Low-cost, high-performances and durable hydrogen fuel cells are crucial for the success of the global hydrogen economy and of Australia’s hydrogen roadmap. Currently, researchers are attempting to reduce the reliance of scarce and expensive platinum by synthesizing low-cost alternatives using non-precious metals (such as Fe, Mn, Co). Fe–N–C structures containing Fe-Nx active sites are amongst the most promising platinum group metal-free catalysts for the oxygen reduction reaction. However, despite narrowly closing the gap in half-wave potential in rotating disk electrode over the last decade, their highest performances and durability are inferior to commercial Pt in real hydrogen fuel cells, suggesting device-level challenges.

In this talk, we shed light on this gap using the distribution of relaxation times and X-ray computed tomography to quantify the proton transport and oxygen reduction reaction kinetics of a high-performance Fe–N–C catalyst (1.08 W cm-2) and a commercial platinum catalyst (1.7 W cm-2) in hydrogen fuel cells. Our work reveals that the slower proton transport and oxygen reduction reaction kinetics of Fe–N–C nanoporous carbon matrix considerably limits active site accessibility, unlike easily accessible Pt decorated on a carbon substrate. We also investigated the catalyst degradations and discovered that after the loss of electrochemical active iron sites, carbon corrosion and ionomer degradation sharply reduce the catalyst layer utilization and cause a slow performance decay.
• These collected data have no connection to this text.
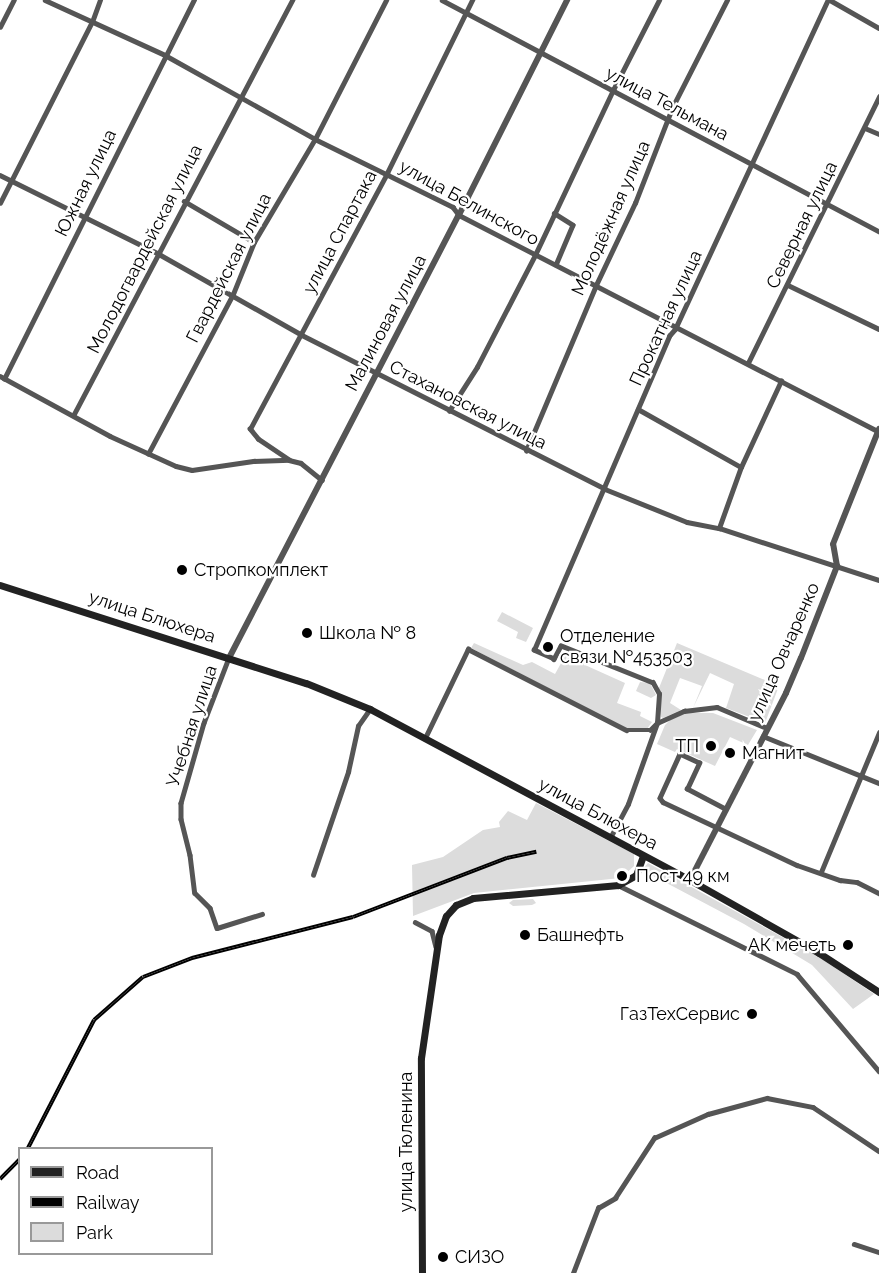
<!DOCTYPE html>
<meta charset="utf-8">
<style>
body{margin:0}
#map{position:relative;width:879px;height:1273px;overflow:hidden;background:#fff;font-family:Raleway,sans-serif}
div>[style]{position:absolute}
.green>*{inset:0;background:#dcdcdc}
.minor>*{height:4.5px;margin:-2.25px;padding:0 2.25px;transform-origin:2.25px;border-radius:2.25px;background:#555}
.tertiary>*{height:6px;margin:-3px;padding:0 3px;transform-origin:3px;border-radius:3px;background:#555}
.secondary>*{height:7px;margin:-3.5px;padding:0 3.5px;transform-origin:3.5px;border-radius:3.5px;background:#222}
.rail>*{height:4px;margin-top:-2px;transform-origin:0;background:repeating-linear-gradient(90deg,#fff 0 4.5px,#000 0 9px);box-sizing:border-box;border-block:2px solid #000}
.dots>*{width:16px;height:16px;translate:-50% -50%;box-sizing:border-box;border:3px solid #fff;border-radius:50%}
span{translate:-50% -50%;white-space:nowrap;text-align:center;line-height:1.15;-webkit-text-stroke:4.5px #fff;paint-order:stroke}
.street-label{font-size:18px;color:#000}
.poi-label{font-size:18px;color:#000}
.left{translate:0 -50%;text-align:left}
.right{translate:-100% -50%;text-align:right}
.legend{position:absolute;left:18px;top:1147px;width:195px;height:108px;box-sizing:border-box;background:#fff;border:2px solid #999;margin:0;padding:8px 10px;list-style:none;font-size:18px;color:#000}
.legend li{display:flex;align-items:center;gap:12px;height:30px}
.legend b{width:30px;border:2px solid #999}
</style>
<div id="map">
<div class="green">
<div style="clip-path:polygon(502px 612px,533px 628px,526px 642px,516px 638px,518px 632px,497px 621px)"></div>
<div style="clip-path:polygon(474px 643px,523px 665px,532px 662px,555px 674px,565px 656px,625px 683px,617px 703px,641px 712px,640px 716px,652px 722px,647px 729px,625px 728px,471px 648px)"></div>
<div style="clip-path:polygon(677px 643px,779px 686px,765px 723px,726px 708px,734px 684px,710px 673px,693px 708px,702px 686px,680px 678px,670px 703px,681px 710px,663px 718px,661px 717px,659px 688px)"></div>
<div style="clip-path:polygon(640px 682px,650px 683px,656px 695px,651px 698px,636px 691px)"></div>
<div style="clip-path:polygon(686px 713px,713px 713px,757px 730px,748px 745px,730px 737px,715px 766px,677px 749px,675px 752px,657px 744px,665px 725px,670px 720px)"></div>
<div style="clip-path:polygon(536px 803px,634px 854px,634px 866px,621px 878px,474px 893px,413px 916px,412px 865px,443px 857px,483px 830px,500px 827px,499px 822px,508px 811px,527px 820px)"></div>
<div style="clip-path:polygon(648px 863px,822px 959px,874px 994px,853px 1009px,812px 965px,744px 924px,642px 870px)"></div>
<div style="clip-path:polygon(513px 900px,533px 899px,536px 903px,532px 905px,513px 906px,509px 903px)"></div>
</div>
<div class="minor">
<div style="left:45px;top:0;width:132px;rotate:24.6deg"></div>
<div style="left:165px;top:55px;width:172px;rotate:29.2deg"></div>
<div style="left:315px;top:139px;width:154px;rotate:26.2deg"></div>
<div style="left:453px;top:207px;width:10px;rotate:53deg"></div>
<div style="left:459px;top:215px;width:471px;rotate:27.3deg"></div>
<div style="left:442px;top:0;width:494px;rotate:27.9deg"></div>
<div style="left:830px;top:0;width:56px;rotate:29.7deg"></div>
<div style="left:0;top:27px;width:30px;rotate:-63deg"></div>
<div style="left:865px;top:128px;width:15px;rotate:23deg"></div>
<div style="left:0;top:175px;width:178px;rotate:26.4deg"></div>
<div style="left:159px;top:254px;width:164px;rotate:29.5deg"></div>
<div style="left:302px;top:335px;width:340px;rotate:26.9deg"></div>
<div style="left:605px;top:489px;width:88px;rotate:21.9deg"></div>
<div style="left:687px;top:522px;width:33px;rotate:11deg"></div>
<div style="left:719px;top:528px;width:168px;rotate:18deg"></div>
<div style="left:184px;top:201px;width:81px;rotate:30.4deg"></div>
<div style="left:0;top:203px;width:203px;rotate:-63.1deg"></div>
<div style="left:92px;top:22px;width:23px;rotate:-70deg"></div>
<div style="left:554px;top:213px;width:22px;rotate:32deg"></div>
<div style="left:573px;top:225px;width:43px;rotate:113deg"></div>
<div style="left:788px;top:285px;width:101px;rotate:25.8deg"></div>
<div style="left:748px;top:363px;width:297px;rotate:-63.8deg"></div>
<div style="left:0;top:376px;width:125px;rotate:28.6deg"></div>
<div style="left:110px;top:436px;width:72px;rotate:24.4deg"></div>
<div style="left:176px;top:466px;width:16px;rotate:14deg"></div>
<div style="left:192px;top:470px;width:63px;rotate:-8.3deg"></div>
<div style="left:254px;top:461px;width:35px;rotate:-2deg"></div>
<div style="left:289px;top:460px;width:12px;rotate:14deg"></div>
<div style="left:301px;top:463px;width:27px;rotate:39deg"></div>
<div style="left:4px;top:379px;width:424px;rotate:-63.4deg"></div>
<div style="left:638px;top:409px;width:118px;rotate:29.4deg"></div>
<div style="left:449px;top:411px;width:52px;rotate:-57.5deg"></div>
<div style="left:477px;top:367px;width:126px;rotate:-62.6deg"></div>
<div style="left:535px;top:255px;width:183px;rotate:-64.7deg"></div>
<div style="left:613px;top:90px;width:101px;rotate:-62.9deg"></div>
<div style="left:74px;top:414px;width:468px;rotate:-62.2deg"></div>
<div style="left:526px;top:451px;width:180px;rotate:-67.1deg"></div>
<div style="left:596px;top:285px;width:91px;rotate:-64.6deg"></div>
<div style="left:635px;top:203px;width:102px;rotate:-68.7deg"></div>
<div style="left:672px;top:108px;width:121px;rotate:-63deg"></div>
<div style="left:148px;top:454px;width:181px;rotate:-62deg"></div>
<div style="left:233px;top:294px;width:56px;rotate:-68deg"></div>
<div style="left:254px;top:242px;width:120px;rotate:-59.4deg"></div>
<div style="left:315px;top:139px;width:156px;rotate:-62.9deg"></div>
<div style="left:289px;top:460px;width:37px;rotate:-146deg"></div>
<div style="left:258px;top:439px;width:13px;rotate:-129deg"></div>
<div style="left:250px;top:429px;width:290px;rotate:-61.8deg"></div>
<div style="left:387px;top:173px;width:193px;rotate:-63.8deg"></div>
<div style="left:719px;top:528px;width:65px;rotate:-70.2deg"></div>
<div style="left:741px;top:467px;width:95px;rotate:-65.1deg"></div>
<div style="left:229px;top:658px;width:70px;rotate:111deg"></div>
<div style="left:204px;top:723px;width:83px;rotate:106deg"></div>
<div style="left:181px;top:803px;width:16px;rotate:90deg"></div>
<div style="left:181px;top:819px;width:37px;rotate:76deg"></div>
<div style="left:190px;top:855px;width:38px;rotate:83deg"></div>
<div style="left:195px;top:893px;width:21px;rotate:45deg"></div>
<div style="left:210px;top:908px;width:21px;rotate:71deg"></div>
<div style="left:217px;top:928px;width:47px;rotate:-17.3deg"></div>
<div style="left:763px;top:736px;width:125px;rotate:22.1deg"></div>
<div style="left:425px;top:738px;width:99px;rotate:-64.2deg"></div>
<div style="left:468px;top:649px;width:178px;rotate:27.1deg"></div>
<div style="left:626px;top:730px;width:24px"></div>
<div style="left:650px;top:730px;width:10px;rotate:-45deg"></div>
<div style="left:657px;top:723px;width:30px;rotate:-24deg"></div>
<div style="left:684px;top:711px;width:33px;rotate:-7deg"></div>
<div style="left:717px;top:707px;width:54px;rotate:22.8deg"></div>
<div style="left:725px;top:809px;width:43px;rotate:-152.2deg"></div>
<div style="left:687px;top:789px;width:29px;rotate:-65deg"></div>
<div style="left:699px;top:763px;width:21px;rotate:-155deg"></div>
<div style="left:680px;top:754px;width:48px;rotate:114.4deg"></div>
<div style="left:660px;top:798px;width:5px;rotate:53deg"></div>
<div style="left:663px;top:802px;width:148px;rotate:25.2deg"></div>
<div style="left:797px;top:865px;width:46px;rotate:19.2deg"></div>
<div style="left:840px;top:880px;width:17px;rotate:7deg"></div>
<div style="left:857px;top:882px;width:25px;rotate:27deg"></div>
<div style="left:610px;top:838px;width:38px;rotate:-62deg"></div>
<div style="left:628px;top:804px;width:86px;rotate:-70.3deg"></div>
<div style="left:657px;top:723px;width:29px;rotate:-86deg"></div>
<div style="left:659px;top:694px;width:13px;rotate:-119deg"></div>
<div style="left:653px;top:683px;width:99px;rotate:-158.1deg"></div>
<div style="left:561px;top:646px;width:15px;rotate:118deg"></div>
<div style="left:554px;top:659px;width:22px;rotate:-156deg"></div>
<div style="left:534px;top:650px;width:342px;rotate:-66.7deg"></div>
<div style="left:669px;top:336px;width:9px;rotate:-49deg"></div>
<div style="left:675px;top:329px;width:363px;rotate:-65.1deg"></div>
<div style="left:821px;top:872px;width:151px;rotate:-67.4deg"></div>
<div style="left:313px;top:875px;width:109px;rotate:-71.2deg"></div>
<div style="left:348px;top:772px;width:47px;rotate:-77.7deg"></div>
<div style="left:358px;top:726px;width:21px;rotate:-55deg"></div>
<div style="left:618px;top:885px;width:200px;rotate:26.4deg"></div>
<div style="left:797px;top:974px;width:127px;rotate:49.8deg"></div>
<div style="left:415px;top:922px;width:19px;rotate:28deg"></div>
<div style="left:432px;top:931px;width:16px;rotate:76deg"></div>
<div style="left:854px;top:1244px;width:26px;rotate:18deg"></div>
<div style="left:573px;top:1273px;width:70px;rotate:-69deg"></div>
<div style="left:598px;top:1208px;width:20px;rotate:-30deg"></div>
<div style="left:615px;top:1198px;width:72px;rotate:-57deg"></div>
<div style="left:654px;top:1138px;width:59px;rotate:-24deg"></div>
<div style="left:708px;top:1114px;width:61px;rotate:-15.2deg"></div>
<div style="left:767px;top:1098px;width:47px;rotate:11.1deg"></div>
<div style="left:813px;top:1107px;width:79px;rotate:33.7deg"></div>
</div>
<div class="tertiary">
<div style="left:229px;top:658px;width:499px;rotate:-62.6deg"></div>
<div style="left:459px;top:215px;width:241px;rotate:-63.3deg"></div>
<div style="left:690px;top:880px;width:210px;rotate:-62.8deg"></div>
<div style="left:786px;top:693px;width:38px;rotate:-67deg"></div>
<div style="left:801px;top:658px;width:99px;rotate:-68.6deg"></div>
<div style="left:837px;top:566px;width:22px;rotate:-100deg"></div>
<div style="left:833px;top:544px;width:124px;rotate:-68.2deg"></div>
</div>
<div class="secondary">
<div style="left:0;top:585px;width:321px;rotate:17.8deg"></div>
<div style="left:306px;top:683px;width:69px;rotate:22.1deg"></div>
<div style="left:370px;top:709px;width:363px;rotate:28.1deg"></div>
<div style="left:690px;top:880px;width:148px;rotate:29.5deg"></div>
<div style="left:819px;top:953px;width:72px;rotate:33deg"></div>
<div style="left:422px;top:1273px;width:215px;rotate:-90.3deg"></div>
<div style="left:421px;top:1058px;width:124px;rotate:-81.7deg"></div>
<div style="left:439px;top:935px;width:20px;rotate:-70deg"></div>
<div style="left:446px;top:916px;width:15px;rotate:-48deg"></div>
<div style="left:456px;top:905px;width:18px;rotate:-22deg"></div>
<div style="left:473px;top:898px;width:146px;rotate:-5.1deg"></div>
<div style="left:618px;top:885px;width:21px;rotate:-29deg"></div>
<div style="left:636px;top:875px;width:20px;rotate:-70deg"></div>
</div>
<div class="rail">
<div style="left:28px;top:1148px;width:144px;rotate:-62.7deg"></div>
<div style="left:94px;top:1020px;width:65px;rotate:-41.3deg"></div>
<div style="left:143px;top:977px;width:53px;rotate:-21.2deg"></div>
<div style="left:192px;top:958px;width:166px;rotate:-14.3deg"></div>
<div style="left:353px;top:917px;width:165px;rotate:-21deg"></div>
<div style="left:507px;top:858px;width:30px;rotate:-12deg"></div>
<div style="left:0;top:1179px;width:28px;rotate:-45deg"></div>
</div>
<div class="dots">
<div style="left:182px;top:570px;background:#000"></div>
<div style="left:307px;top:633px;background:#000"></div>
<div style="left:548px;top:647px;background:#000"></div>
<div style="left:711px;top:746px;background:#000"></div>
<div style="left:730px;top:753px;background:#000"></div>
<div style="left:622px;top:876px;background:#000"></div>
<div style="left:525px;top:935px;background:#000"></div>
<div style="left:848px;top:945px;background:#000"></div>
<div style="left:752px;top:1014px;background:#000"></div>
<div style="left:443px;top:1257px;background:#000"></div>
</div>
<div class="street-label">
<span style="left:667px;top:104px;rotate:28deg">улица Тельмана</span>
<span style="left:86px;top:183px;rotate:-64deg">Южная улица</span>
<span style="left:469px;top:203px;rotate:29deg">улица Белинского</span>
<span style="left:611px;top:218px;rotate:-66deg">Молодёжная улица</span>
<span style="left:802px;top:225px;rotate:-64deg">Северная улица</span>
<span style="left:340px;top:232px;rotate:-62deg">улица Спартака</span>
<span style="left:145px;top:249px;rotate:-63deg">Молодогвардейская улица</span>
<span style="left:229px;top:268px;rotate:-63deg">Гвардейская улица</span>
<span style="left:666px;top:318px;rotate:-65deg">Прокатная улица</span>
<span style="left:386px;top:323px;rotate:-62deg">Малиновая улица</span>
<span style="left:468px;top:405px;rotate:27deg">Стахановская улица</span>
<span style="left:152px;top:617px;rotate:18deg">улица Блюхера</span>
<span style="left:784px;top:652px;rotate:-66deg">улица Овчаренко</span>
<span style="left:192px;top:726px;rotate:-72deg">Учебная улица</span>
<span style="left:598px;top:814px;rotate:28deg">улица Блюхера</span>
<span style="left:406px;top:1142px;rotate:-90deg">улица Тюленина</span>
</div>
<div class="poi-label">
<span class="left" style="left:194px;top:570px">Стропкомплект</span>
<span class="left" style="left:319px;top:633px">Школа № 8</span>
<span class="left" style="left:560px;top:647px">Отделение<br>связи №453503</span>
<span class="right" style="left:699px;top:746px">ТП</span>
<span class="left" style="left:742px;top:753px">Магнит</span>
<span class="left" style="left:636px;top:876px">Пост 49 км</span>
<span class="left" style="left:537px;top:935px">Башнефть</span>
<span class="right" style="left:836px;top:945px">АК мечеть</span>
<span class="right" style="left:740px;top:1014px">ГазТехСервис</span>
<span class="left" style="left:455px;top:1257px">СИЗО</span>
</div>
<ul class="legend">
<li><b style="height:8px;background:#222"></b>Road</li>
<li><b style="height:8px;background:#000"></b>Railway</li>
<li><b style="height:16px;background:#dcdcdc"></b>Park</li>
</ul>
</div>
Furthermore, we introduced the largest super-resolved digital twin of the hydrogen fuel cell structure, allowing to visualize large scale (> 15 mm2) water management challenges using Lattice-Boltzmann simulations (Nature Communications, in press). This easily tuneable model will be crucial to further optimize the gas diffusion electrode and flow field structure to improve gas and water pathways to the active sites of high-loading non-precious metal catalysts.